_Work to be completed_:
Repeat the entries exactly as they appear.

(Dataset excerpts)
◆ ◆ ◆ ◆

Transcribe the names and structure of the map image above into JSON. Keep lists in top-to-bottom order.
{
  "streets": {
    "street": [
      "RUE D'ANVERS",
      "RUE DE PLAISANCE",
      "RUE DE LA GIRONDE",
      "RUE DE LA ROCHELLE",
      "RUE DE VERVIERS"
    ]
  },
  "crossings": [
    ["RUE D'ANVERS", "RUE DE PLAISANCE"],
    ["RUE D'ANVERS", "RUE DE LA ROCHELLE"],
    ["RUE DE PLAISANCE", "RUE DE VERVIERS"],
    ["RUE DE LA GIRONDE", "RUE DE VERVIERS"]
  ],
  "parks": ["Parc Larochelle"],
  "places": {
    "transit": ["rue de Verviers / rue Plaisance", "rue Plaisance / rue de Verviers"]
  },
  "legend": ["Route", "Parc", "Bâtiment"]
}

◆ ◆ ◆ ◆

_Solution for this exercise_:
Transcribe the names and structure of the map image above into JSON. Keep lists in top-to-bottom order.
{
  "streets": {
    "street": [
      "RUE D'ANVERS",
      "RUE DE PLAISANCE",
      "RUE DE LA GIRONDE",
      "RUE DE LA ROCHELLE",
      "RUE DE VERVIERS"
    ]
  },
  "crossings": [
    ["RUE D'ANVERS", "RUE DE PLAISANCE"],
    ["RUE D'ANVERS", "RUE DE LA ROCHELLE"],
    ["RUE DE PLAISANCE", "RUE DE VERVIERS"],
    ["RUE DE LA GIRONDE", "RUE DE VERVIERS"]
  ],
  "parks": ["Parc Larochelle"],
  "places": {
    "transit": ["rue de Verviers / rue Plaisance", "rue Plaisance / rue de Verviers"]
  },
  "legend": ["Route", "Parc", "Bâtiment"]
}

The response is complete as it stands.